» Instructions to follow: From the line containing "display:flex; align-items:center; gap:35px;" down to the line containing "font-size:75px; font-weight:700; line-height:1.1" in the records below, reproduce every line exactly, ends included, and omit all others.

» Input records:
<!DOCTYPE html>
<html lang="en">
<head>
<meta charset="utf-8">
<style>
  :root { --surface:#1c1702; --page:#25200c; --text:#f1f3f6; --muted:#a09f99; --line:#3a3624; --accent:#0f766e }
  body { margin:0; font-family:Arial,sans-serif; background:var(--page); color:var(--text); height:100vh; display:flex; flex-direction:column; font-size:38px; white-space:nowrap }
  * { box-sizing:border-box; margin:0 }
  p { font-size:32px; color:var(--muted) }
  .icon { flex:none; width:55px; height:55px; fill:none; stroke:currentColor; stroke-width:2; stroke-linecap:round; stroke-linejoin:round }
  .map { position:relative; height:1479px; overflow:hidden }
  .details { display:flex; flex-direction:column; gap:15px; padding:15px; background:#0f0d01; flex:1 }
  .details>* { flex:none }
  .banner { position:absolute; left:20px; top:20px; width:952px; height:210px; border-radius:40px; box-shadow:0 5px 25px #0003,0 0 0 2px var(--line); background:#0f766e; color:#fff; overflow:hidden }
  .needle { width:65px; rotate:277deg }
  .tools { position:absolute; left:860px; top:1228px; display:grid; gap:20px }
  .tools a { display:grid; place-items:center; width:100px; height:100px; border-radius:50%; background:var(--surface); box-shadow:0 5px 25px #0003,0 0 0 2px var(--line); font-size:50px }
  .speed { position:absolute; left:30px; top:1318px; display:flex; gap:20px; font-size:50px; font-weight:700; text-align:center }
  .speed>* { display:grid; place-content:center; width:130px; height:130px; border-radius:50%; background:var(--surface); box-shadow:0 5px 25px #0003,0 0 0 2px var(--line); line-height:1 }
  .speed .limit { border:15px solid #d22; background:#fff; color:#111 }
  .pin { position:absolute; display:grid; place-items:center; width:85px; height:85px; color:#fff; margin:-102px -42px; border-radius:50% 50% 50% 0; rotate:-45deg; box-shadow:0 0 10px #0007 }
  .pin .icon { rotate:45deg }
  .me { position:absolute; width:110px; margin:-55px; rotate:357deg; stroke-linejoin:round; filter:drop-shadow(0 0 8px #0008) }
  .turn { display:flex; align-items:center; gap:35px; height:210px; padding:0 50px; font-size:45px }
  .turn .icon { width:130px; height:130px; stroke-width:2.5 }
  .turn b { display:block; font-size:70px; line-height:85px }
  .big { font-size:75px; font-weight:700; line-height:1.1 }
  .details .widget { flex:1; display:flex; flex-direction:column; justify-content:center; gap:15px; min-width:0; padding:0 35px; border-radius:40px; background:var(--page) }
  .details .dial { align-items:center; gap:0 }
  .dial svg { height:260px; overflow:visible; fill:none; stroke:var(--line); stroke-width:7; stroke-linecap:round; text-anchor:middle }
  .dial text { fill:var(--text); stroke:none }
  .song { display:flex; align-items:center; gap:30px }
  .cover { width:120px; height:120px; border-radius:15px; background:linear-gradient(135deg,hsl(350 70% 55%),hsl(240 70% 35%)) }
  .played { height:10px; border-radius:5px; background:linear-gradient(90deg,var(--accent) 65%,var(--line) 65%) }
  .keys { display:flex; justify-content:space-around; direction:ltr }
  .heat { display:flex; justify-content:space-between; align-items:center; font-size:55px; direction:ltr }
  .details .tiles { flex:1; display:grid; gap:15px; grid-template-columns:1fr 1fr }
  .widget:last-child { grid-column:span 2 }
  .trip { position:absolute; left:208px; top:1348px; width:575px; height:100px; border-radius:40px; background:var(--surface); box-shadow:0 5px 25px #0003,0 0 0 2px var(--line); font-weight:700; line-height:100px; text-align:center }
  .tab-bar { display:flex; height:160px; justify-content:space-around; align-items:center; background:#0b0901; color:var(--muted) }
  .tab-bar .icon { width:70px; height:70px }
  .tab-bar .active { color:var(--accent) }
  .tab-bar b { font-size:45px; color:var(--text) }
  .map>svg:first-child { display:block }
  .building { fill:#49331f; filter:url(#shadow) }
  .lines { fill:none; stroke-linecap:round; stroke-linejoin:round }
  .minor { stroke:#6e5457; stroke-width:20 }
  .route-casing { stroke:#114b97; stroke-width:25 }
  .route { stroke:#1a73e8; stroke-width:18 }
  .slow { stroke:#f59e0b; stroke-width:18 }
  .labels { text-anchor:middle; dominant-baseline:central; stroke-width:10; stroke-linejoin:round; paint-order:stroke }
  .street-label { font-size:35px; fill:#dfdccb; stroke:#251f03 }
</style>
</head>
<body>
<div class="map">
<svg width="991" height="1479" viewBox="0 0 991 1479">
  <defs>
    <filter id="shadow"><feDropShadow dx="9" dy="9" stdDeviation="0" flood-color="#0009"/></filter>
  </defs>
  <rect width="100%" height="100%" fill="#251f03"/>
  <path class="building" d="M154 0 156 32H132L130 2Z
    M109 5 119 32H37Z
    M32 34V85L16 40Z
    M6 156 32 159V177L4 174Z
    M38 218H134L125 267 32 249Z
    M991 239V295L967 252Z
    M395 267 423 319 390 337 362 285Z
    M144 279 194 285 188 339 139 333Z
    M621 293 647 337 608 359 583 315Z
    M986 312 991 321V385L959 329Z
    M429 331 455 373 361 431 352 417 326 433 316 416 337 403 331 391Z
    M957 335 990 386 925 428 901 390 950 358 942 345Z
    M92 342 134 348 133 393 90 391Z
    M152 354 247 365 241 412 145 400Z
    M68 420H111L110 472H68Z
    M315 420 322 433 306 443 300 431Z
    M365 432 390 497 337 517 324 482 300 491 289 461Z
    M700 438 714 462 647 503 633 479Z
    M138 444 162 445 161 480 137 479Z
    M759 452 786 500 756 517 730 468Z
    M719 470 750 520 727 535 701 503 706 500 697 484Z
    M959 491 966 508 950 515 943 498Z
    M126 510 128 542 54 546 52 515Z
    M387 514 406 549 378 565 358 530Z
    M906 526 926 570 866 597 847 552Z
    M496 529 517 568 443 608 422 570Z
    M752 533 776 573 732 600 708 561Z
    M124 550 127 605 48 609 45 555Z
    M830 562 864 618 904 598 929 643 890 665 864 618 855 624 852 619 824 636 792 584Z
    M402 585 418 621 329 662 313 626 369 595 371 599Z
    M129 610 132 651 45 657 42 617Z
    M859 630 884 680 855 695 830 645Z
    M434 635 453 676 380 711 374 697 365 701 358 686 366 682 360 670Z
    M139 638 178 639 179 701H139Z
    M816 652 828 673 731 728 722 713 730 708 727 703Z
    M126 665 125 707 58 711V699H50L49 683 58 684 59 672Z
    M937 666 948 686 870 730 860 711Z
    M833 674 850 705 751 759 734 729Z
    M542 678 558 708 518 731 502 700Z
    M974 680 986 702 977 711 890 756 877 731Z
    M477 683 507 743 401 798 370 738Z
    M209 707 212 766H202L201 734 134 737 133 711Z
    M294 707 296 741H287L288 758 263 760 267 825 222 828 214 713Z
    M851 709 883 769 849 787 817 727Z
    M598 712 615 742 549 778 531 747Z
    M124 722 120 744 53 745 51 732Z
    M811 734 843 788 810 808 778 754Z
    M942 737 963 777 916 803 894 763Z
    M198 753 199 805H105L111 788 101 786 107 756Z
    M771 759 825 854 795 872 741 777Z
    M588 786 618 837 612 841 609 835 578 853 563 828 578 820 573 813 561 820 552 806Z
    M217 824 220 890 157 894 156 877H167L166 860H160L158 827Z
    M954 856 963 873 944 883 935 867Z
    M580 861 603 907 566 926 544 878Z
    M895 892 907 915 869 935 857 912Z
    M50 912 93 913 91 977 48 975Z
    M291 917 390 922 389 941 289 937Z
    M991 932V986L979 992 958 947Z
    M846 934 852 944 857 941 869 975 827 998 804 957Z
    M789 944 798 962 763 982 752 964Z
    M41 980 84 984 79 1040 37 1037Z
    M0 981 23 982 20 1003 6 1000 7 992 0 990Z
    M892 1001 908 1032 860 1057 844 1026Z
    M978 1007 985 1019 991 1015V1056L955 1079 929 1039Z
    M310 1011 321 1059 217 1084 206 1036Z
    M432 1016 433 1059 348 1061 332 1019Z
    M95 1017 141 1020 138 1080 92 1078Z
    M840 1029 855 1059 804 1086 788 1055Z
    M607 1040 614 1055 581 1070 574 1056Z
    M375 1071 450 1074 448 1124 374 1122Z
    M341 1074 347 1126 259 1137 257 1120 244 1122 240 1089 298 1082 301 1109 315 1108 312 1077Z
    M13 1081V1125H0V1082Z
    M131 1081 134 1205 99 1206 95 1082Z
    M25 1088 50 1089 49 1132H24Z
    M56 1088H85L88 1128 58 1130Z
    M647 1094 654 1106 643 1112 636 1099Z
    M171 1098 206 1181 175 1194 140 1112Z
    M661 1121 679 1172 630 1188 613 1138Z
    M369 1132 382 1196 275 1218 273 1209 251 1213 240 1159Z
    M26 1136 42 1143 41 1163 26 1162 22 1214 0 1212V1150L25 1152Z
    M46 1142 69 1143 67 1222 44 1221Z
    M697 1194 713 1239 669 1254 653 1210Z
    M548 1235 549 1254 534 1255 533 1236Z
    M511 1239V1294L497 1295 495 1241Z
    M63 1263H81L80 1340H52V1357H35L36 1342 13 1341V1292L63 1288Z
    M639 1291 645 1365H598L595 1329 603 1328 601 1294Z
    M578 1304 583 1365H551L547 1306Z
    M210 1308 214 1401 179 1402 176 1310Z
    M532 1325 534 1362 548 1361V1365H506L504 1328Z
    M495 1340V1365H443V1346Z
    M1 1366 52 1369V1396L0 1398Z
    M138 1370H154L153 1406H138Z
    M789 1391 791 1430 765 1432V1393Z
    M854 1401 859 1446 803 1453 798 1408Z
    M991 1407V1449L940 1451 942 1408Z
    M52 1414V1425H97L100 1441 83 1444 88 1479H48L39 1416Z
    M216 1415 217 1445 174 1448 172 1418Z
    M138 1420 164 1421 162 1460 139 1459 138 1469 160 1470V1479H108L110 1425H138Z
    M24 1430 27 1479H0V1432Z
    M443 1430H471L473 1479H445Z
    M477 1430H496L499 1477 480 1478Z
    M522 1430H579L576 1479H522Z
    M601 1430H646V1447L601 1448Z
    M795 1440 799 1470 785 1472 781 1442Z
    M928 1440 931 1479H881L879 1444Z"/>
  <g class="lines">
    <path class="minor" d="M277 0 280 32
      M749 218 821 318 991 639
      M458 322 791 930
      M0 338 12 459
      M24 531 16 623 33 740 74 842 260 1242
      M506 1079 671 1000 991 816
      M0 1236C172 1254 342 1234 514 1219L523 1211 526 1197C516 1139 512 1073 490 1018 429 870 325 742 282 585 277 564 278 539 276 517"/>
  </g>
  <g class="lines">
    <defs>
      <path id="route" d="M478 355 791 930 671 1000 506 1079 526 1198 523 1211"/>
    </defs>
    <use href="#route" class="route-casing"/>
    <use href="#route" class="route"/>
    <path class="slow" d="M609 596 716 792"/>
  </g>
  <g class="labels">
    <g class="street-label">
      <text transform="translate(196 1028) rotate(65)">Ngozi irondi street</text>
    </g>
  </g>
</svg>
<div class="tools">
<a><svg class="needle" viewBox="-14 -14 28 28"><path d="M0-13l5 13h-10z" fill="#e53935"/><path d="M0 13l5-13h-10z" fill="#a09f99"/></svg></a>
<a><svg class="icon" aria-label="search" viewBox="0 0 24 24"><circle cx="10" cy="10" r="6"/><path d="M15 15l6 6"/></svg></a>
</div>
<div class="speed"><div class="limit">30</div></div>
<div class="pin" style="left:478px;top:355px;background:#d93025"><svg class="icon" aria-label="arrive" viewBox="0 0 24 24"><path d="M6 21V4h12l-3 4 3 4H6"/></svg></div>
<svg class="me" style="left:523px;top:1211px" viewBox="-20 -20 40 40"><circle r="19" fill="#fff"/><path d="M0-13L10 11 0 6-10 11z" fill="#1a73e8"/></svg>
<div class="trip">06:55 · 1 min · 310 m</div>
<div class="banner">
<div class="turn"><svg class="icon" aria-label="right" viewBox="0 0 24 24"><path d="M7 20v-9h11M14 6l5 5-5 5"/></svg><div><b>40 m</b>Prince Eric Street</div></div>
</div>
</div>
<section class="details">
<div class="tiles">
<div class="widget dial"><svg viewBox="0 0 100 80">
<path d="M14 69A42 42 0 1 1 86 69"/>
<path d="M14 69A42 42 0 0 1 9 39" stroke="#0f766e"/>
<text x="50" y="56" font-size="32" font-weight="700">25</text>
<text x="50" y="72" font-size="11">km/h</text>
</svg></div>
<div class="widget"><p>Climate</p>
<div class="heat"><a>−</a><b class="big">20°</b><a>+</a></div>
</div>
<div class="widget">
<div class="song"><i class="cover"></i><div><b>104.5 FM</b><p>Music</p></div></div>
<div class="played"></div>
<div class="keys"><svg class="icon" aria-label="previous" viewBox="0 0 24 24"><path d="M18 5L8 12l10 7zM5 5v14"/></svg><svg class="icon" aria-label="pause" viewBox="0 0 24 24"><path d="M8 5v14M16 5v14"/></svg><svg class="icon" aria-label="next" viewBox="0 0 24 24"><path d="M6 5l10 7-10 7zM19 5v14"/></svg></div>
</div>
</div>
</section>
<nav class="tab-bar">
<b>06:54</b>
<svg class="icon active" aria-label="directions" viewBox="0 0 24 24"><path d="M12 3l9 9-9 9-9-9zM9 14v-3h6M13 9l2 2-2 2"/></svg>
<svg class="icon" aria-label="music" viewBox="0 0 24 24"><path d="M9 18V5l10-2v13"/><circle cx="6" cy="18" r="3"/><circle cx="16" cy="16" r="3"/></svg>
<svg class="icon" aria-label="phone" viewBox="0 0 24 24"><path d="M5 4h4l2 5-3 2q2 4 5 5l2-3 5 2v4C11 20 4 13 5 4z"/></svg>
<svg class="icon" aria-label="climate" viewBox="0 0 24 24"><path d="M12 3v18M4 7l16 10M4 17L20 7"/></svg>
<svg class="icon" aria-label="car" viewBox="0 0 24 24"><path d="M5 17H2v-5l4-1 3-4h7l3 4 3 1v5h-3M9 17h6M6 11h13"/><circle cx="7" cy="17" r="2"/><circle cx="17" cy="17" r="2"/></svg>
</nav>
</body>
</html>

» Task solution:
  .turn { display:flex; align-items:center; gap:35px; height:210px; padding:0 50px; font-size:45px }
  .turn .icon { width:130px; height:130px; stroke-width:2.5 }
  .turn b { display:block; font-size:70px; line-height:85px }
  .big { font-size:75px; font-weight:700; line-height:1.1 }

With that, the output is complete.